(Stored data)
↓

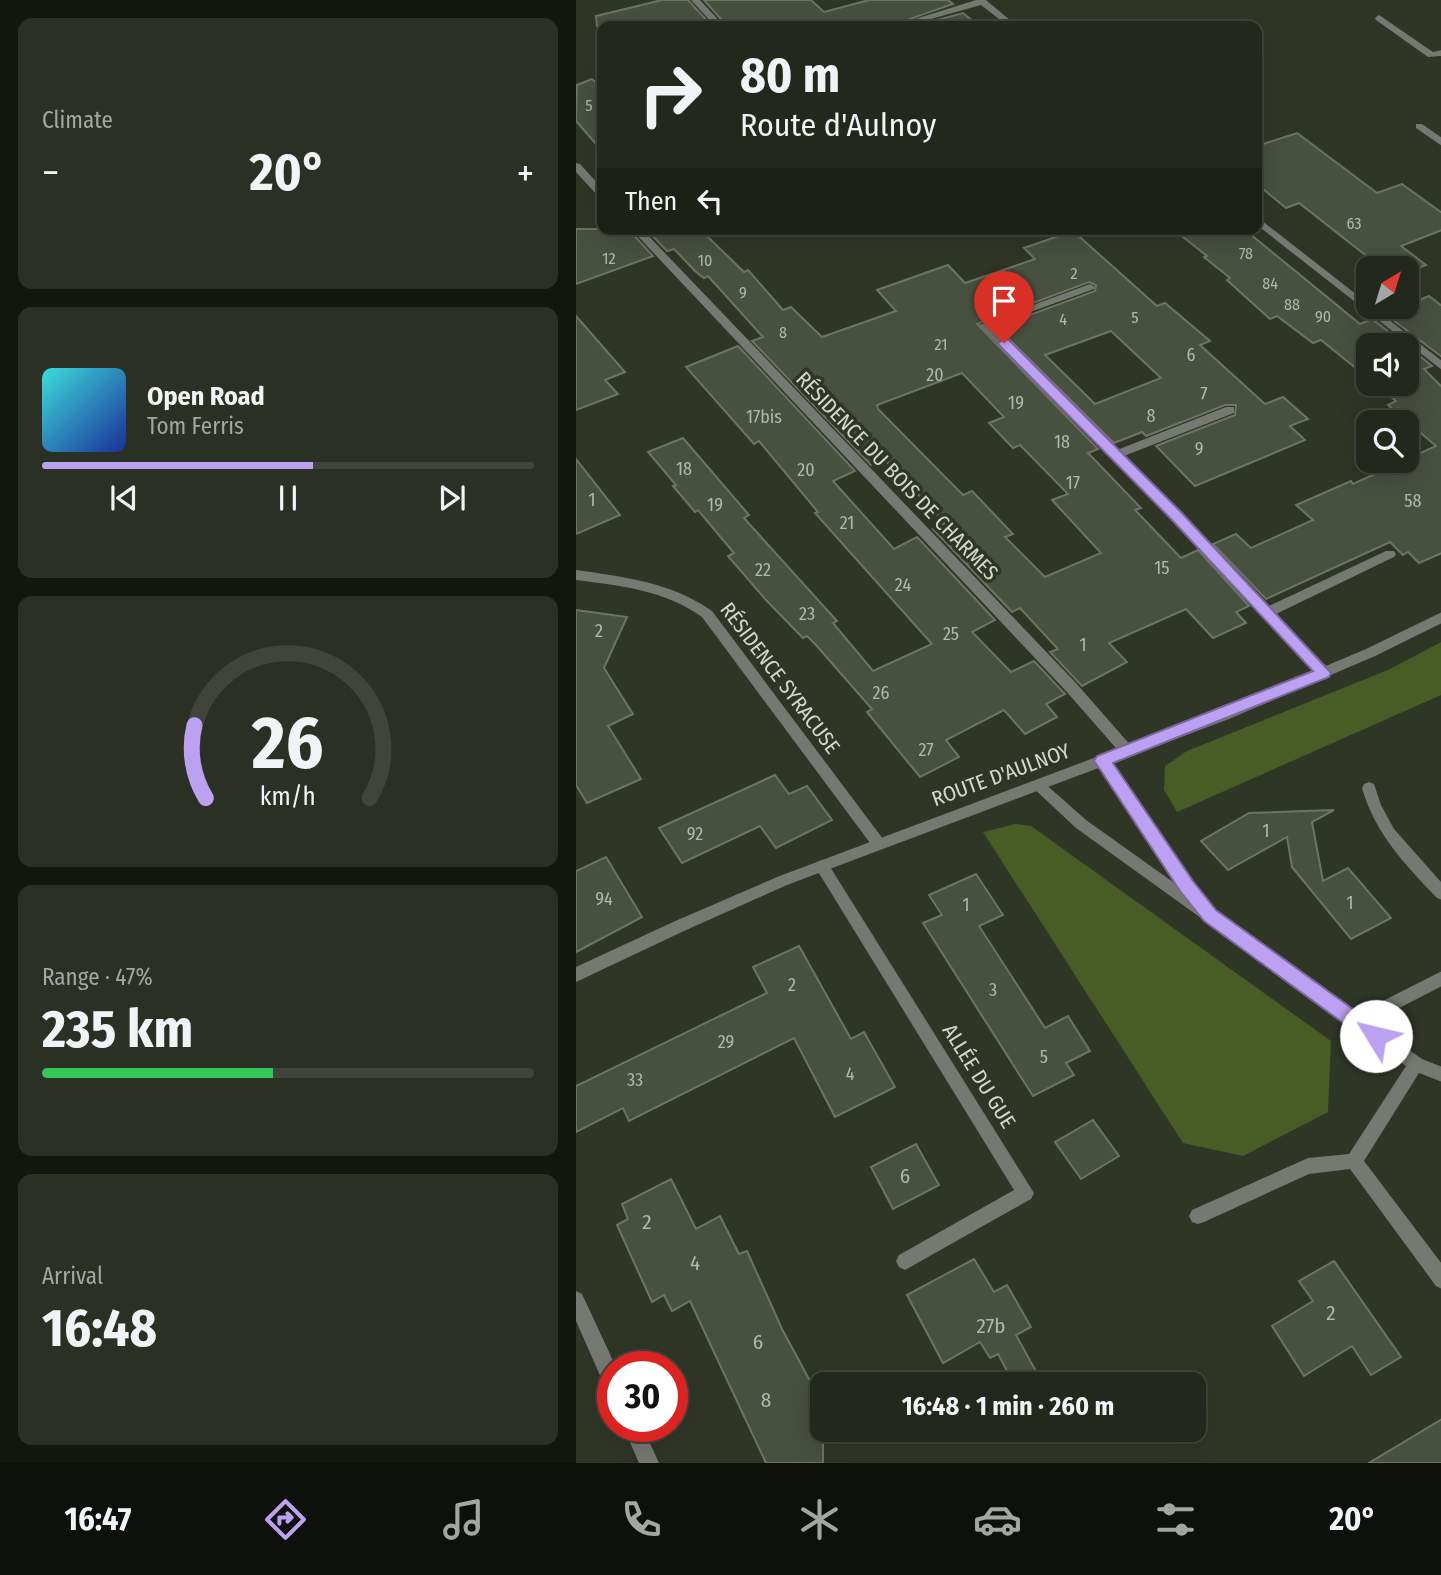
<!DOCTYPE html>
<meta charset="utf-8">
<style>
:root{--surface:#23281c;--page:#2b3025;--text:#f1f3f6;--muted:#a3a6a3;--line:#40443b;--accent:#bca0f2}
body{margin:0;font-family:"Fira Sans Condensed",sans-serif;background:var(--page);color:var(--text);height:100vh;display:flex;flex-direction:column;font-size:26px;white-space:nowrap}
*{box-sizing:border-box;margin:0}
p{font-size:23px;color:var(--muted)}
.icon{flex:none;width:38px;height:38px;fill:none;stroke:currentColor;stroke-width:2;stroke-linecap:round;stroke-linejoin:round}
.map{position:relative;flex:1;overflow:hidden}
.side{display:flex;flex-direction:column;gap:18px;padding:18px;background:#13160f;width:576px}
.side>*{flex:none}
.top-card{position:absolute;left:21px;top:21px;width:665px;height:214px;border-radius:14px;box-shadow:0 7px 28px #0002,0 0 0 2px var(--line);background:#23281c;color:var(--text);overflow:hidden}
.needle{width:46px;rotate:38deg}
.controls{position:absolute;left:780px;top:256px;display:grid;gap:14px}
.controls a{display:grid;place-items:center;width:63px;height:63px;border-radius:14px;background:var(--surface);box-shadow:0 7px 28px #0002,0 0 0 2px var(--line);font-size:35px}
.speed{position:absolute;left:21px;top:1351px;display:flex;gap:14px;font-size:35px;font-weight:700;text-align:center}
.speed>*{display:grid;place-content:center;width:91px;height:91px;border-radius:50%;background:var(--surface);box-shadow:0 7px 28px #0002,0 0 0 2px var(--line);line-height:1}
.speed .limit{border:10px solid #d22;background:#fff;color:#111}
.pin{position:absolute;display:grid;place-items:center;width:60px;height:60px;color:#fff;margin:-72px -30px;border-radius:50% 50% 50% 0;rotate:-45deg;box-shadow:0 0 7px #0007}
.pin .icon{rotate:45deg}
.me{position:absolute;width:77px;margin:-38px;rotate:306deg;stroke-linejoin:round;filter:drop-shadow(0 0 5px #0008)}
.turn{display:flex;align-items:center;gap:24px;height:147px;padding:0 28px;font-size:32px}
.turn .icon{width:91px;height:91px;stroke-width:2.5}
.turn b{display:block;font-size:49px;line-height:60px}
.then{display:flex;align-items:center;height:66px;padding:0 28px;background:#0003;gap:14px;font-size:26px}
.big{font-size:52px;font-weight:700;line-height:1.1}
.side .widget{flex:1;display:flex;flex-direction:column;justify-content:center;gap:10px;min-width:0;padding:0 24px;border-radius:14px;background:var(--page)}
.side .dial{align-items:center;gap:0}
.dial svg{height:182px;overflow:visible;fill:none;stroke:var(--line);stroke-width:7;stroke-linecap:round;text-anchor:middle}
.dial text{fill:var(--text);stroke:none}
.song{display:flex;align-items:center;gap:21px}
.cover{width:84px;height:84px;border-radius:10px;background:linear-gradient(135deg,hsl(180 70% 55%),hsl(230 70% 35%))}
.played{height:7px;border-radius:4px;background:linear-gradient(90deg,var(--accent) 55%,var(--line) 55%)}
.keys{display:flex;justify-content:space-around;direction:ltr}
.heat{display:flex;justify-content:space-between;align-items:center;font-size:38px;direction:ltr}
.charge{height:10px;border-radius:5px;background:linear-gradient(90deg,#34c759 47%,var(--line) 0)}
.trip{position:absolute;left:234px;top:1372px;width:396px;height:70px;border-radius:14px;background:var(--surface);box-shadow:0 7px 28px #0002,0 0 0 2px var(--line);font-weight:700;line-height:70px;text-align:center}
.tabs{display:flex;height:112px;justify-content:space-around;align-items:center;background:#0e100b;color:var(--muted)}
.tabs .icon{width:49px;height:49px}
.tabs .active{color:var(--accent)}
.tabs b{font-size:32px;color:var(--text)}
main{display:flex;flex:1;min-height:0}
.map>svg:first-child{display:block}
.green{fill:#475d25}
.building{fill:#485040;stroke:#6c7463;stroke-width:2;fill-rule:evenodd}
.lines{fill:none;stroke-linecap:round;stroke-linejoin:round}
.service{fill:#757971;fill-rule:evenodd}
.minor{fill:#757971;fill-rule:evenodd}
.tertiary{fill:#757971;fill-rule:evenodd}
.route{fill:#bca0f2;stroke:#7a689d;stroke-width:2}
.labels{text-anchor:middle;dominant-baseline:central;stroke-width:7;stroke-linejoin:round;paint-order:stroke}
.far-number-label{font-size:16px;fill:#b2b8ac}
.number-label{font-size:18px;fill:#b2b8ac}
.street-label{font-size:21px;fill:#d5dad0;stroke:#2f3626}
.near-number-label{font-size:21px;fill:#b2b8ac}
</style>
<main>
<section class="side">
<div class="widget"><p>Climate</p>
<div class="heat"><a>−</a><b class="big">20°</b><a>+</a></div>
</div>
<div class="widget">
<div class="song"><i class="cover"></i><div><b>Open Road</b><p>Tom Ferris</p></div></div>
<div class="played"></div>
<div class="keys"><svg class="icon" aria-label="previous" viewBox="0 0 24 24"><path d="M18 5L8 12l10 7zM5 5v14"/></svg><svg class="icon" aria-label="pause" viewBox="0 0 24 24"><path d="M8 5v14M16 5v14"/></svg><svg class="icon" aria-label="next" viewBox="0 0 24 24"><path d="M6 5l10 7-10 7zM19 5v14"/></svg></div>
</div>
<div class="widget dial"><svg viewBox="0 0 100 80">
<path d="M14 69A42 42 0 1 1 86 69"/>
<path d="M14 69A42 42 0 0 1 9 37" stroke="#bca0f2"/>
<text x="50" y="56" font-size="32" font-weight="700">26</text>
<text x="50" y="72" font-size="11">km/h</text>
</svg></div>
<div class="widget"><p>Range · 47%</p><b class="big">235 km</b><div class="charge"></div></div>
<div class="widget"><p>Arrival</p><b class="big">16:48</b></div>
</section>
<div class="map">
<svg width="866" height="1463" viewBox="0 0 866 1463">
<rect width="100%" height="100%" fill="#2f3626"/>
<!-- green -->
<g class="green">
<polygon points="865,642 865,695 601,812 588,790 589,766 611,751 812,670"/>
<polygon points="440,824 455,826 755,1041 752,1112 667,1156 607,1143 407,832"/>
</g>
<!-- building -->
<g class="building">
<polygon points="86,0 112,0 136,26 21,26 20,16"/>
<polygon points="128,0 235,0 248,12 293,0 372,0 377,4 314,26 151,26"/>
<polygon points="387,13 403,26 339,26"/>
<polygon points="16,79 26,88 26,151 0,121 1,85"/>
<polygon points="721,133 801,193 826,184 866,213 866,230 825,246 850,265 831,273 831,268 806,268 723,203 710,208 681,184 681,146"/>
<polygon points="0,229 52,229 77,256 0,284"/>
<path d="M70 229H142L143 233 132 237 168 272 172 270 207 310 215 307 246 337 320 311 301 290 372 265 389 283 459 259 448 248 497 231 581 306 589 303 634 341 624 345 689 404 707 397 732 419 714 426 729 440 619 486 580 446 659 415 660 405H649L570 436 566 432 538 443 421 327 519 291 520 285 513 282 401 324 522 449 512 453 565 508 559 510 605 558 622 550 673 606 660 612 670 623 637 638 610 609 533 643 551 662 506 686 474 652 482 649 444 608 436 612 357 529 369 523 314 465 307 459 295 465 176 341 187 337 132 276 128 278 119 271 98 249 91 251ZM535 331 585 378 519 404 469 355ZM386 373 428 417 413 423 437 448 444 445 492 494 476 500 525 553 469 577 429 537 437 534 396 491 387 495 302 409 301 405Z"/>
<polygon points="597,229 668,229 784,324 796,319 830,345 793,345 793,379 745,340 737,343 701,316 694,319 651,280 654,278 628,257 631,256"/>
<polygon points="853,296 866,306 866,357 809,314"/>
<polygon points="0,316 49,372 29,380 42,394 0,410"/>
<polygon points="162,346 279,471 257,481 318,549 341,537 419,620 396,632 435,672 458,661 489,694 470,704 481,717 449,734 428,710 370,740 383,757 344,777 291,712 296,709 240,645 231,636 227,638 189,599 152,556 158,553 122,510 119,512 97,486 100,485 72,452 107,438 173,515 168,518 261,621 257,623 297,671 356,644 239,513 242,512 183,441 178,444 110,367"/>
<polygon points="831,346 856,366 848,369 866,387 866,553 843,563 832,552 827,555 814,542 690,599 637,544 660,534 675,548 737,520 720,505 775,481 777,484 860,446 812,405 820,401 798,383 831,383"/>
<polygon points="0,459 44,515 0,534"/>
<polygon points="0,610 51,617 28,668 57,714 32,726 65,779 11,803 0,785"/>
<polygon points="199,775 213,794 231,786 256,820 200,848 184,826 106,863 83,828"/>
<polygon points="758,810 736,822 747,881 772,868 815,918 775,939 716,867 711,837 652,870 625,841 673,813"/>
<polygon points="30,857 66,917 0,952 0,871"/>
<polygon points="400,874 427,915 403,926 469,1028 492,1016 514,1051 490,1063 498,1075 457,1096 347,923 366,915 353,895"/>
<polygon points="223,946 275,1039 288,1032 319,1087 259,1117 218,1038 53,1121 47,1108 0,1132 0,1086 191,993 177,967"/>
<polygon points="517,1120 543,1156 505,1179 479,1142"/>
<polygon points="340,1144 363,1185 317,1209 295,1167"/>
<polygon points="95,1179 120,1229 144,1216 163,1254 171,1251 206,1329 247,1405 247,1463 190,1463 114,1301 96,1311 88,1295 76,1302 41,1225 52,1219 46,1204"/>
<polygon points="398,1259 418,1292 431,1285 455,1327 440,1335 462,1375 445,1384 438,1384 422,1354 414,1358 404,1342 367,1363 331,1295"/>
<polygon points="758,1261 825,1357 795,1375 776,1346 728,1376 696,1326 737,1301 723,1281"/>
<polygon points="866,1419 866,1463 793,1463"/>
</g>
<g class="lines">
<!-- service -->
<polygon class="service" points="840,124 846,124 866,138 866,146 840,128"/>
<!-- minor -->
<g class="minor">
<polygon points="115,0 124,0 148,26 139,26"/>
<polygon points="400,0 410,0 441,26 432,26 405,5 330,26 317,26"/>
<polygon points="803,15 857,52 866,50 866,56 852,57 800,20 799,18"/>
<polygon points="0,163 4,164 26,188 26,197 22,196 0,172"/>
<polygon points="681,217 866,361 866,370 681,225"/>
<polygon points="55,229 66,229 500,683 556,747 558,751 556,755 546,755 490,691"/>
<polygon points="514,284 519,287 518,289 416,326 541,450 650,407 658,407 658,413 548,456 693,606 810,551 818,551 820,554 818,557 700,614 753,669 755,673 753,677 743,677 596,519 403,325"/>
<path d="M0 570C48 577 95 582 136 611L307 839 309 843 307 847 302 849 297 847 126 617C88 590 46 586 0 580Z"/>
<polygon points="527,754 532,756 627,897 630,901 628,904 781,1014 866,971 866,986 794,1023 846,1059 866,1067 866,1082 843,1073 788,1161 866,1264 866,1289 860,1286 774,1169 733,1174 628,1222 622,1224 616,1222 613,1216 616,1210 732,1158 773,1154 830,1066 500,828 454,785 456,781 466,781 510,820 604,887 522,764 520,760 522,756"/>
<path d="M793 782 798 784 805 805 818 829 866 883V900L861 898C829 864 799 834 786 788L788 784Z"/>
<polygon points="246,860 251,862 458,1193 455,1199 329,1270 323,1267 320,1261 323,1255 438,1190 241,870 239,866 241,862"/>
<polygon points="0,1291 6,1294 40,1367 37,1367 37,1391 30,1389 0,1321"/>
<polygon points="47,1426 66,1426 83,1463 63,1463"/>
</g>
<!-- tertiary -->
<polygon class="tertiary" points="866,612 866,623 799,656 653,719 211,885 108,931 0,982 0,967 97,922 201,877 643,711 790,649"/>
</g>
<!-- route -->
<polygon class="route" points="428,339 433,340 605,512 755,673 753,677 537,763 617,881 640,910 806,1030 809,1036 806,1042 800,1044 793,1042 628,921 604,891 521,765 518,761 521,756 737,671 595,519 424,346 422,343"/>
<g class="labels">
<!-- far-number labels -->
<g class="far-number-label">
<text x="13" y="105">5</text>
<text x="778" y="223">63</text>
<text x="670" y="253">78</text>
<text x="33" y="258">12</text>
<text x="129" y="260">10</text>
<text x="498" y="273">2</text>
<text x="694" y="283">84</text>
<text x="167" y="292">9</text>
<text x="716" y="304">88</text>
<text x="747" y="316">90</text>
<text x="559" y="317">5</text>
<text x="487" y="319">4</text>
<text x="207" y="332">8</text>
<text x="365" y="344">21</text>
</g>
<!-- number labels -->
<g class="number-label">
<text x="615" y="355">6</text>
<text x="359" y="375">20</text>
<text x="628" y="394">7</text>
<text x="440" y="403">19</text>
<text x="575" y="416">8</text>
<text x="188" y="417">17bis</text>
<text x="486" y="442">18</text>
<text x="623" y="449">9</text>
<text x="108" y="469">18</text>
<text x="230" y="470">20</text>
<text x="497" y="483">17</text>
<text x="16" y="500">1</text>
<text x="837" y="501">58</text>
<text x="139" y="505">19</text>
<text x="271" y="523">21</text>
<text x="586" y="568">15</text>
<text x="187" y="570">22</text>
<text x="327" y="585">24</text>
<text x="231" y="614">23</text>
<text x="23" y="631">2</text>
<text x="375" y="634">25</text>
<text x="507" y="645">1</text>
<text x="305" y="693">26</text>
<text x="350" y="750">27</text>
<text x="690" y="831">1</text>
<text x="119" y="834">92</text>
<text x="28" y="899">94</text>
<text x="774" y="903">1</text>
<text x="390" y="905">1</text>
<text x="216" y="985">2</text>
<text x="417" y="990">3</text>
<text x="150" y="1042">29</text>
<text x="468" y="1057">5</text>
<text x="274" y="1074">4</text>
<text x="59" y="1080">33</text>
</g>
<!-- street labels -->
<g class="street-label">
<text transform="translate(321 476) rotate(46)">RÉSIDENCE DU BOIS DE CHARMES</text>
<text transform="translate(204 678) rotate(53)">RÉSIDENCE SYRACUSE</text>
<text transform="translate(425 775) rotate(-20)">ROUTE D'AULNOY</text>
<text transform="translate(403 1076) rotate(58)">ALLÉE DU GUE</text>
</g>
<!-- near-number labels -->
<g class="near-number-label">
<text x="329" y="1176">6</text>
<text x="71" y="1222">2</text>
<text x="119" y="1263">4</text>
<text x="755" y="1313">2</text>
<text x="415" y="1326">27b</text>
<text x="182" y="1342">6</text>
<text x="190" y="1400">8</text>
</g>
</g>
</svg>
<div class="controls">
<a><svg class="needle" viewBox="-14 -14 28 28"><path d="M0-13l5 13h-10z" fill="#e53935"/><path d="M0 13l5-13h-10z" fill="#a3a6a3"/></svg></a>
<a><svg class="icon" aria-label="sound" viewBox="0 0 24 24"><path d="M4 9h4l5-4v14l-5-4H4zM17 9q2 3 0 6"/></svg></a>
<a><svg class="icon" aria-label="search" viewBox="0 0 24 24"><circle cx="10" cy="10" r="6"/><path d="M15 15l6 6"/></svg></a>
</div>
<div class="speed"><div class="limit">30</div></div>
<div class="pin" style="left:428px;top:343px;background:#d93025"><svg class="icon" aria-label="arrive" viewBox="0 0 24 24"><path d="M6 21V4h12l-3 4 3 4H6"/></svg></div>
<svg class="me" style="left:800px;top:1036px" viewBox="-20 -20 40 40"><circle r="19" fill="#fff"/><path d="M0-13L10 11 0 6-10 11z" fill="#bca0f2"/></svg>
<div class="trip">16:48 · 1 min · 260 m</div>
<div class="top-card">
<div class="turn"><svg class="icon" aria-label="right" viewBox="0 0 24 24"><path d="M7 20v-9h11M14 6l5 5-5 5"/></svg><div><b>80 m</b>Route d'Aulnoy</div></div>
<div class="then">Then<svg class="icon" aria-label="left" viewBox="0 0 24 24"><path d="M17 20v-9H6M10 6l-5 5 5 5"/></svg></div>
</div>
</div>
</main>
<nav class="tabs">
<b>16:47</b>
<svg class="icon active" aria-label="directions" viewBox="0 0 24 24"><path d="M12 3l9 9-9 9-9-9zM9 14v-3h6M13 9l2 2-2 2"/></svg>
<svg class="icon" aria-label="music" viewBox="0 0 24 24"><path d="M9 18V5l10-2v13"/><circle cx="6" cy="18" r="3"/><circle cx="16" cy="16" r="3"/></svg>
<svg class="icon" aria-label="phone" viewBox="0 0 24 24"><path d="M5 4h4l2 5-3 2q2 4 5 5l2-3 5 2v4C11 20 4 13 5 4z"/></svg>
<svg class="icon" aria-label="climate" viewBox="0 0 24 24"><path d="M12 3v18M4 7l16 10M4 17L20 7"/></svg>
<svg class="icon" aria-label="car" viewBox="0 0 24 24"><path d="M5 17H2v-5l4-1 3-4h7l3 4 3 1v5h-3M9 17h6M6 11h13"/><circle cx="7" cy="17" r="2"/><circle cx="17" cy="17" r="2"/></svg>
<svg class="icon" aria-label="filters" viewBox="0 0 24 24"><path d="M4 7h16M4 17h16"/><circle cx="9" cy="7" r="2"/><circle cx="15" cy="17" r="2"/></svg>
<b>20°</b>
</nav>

↑

→ **ABOUT THIS TASK**
Show the lines above that have the word "rule".

→ **FINISHED EXERCISE**
.building{fill:#485040;stroke:#6c7463;stroke-width:2;fill-rule:evenodd}
.service{fill:#757971;fill-rule:evenodd}
.minor{fill:#757971;fill-rule:evenodd}
.tertiary{fill:#757971;fill-rule:evenodd}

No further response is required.